What is being asked
The response should be exactly the number of lines in the material below that contain the word "they".

=== Section Start ===

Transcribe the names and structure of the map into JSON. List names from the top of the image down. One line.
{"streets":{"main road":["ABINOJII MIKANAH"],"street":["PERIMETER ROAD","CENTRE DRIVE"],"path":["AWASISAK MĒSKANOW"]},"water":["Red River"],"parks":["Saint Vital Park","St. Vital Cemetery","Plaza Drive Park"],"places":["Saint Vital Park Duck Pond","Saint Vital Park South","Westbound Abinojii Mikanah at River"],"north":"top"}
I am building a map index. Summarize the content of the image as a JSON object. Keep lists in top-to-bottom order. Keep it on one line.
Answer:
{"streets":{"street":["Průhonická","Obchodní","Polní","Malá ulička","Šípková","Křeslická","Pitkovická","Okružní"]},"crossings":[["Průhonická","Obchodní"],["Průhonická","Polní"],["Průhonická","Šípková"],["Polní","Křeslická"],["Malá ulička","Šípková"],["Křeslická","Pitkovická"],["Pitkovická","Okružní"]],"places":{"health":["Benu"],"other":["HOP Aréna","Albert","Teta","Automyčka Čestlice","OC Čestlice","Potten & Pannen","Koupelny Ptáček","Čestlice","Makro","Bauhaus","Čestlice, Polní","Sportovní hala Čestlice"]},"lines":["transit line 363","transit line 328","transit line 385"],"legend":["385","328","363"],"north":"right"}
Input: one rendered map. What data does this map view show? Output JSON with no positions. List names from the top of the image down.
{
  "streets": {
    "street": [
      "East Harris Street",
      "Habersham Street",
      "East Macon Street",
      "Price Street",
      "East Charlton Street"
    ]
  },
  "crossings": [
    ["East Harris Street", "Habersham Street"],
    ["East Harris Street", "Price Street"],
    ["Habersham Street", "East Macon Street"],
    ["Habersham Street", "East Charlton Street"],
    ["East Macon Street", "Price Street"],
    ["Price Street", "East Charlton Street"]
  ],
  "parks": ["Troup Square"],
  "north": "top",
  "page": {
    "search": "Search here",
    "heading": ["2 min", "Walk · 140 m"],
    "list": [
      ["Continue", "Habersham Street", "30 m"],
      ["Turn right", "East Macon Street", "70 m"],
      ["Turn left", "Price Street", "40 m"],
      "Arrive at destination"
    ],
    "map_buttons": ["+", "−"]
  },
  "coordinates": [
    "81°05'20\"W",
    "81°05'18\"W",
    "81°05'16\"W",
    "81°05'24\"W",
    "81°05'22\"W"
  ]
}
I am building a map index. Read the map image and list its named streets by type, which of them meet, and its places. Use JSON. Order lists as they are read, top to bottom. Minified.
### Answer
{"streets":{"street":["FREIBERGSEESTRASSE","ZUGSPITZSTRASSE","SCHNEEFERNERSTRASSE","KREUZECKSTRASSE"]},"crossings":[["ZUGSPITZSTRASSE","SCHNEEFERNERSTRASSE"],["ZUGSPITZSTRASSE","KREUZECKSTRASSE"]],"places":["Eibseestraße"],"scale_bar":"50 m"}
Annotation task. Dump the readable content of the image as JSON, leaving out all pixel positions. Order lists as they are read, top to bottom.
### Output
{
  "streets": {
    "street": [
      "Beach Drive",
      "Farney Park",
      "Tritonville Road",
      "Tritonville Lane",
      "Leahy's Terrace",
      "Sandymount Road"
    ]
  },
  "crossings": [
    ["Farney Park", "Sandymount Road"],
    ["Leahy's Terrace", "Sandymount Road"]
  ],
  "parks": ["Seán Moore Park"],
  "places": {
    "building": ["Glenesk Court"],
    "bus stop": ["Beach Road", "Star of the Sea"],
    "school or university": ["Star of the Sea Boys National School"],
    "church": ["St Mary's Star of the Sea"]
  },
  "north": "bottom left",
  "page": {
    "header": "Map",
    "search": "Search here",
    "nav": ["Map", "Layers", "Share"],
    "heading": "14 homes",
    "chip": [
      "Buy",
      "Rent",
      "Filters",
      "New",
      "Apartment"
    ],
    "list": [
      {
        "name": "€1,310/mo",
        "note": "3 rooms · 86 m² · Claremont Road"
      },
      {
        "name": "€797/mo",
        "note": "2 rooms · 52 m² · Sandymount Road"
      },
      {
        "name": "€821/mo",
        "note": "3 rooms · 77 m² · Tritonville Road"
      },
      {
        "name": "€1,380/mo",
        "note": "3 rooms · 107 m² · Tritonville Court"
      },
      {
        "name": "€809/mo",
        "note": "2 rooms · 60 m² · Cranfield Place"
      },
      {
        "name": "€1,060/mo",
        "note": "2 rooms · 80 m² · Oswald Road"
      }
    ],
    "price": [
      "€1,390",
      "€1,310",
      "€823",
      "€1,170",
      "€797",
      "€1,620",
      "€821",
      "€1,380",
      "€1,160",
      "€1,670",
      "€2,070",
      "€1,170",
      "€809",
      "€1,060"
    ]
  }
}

=== Section End ===

Response box
2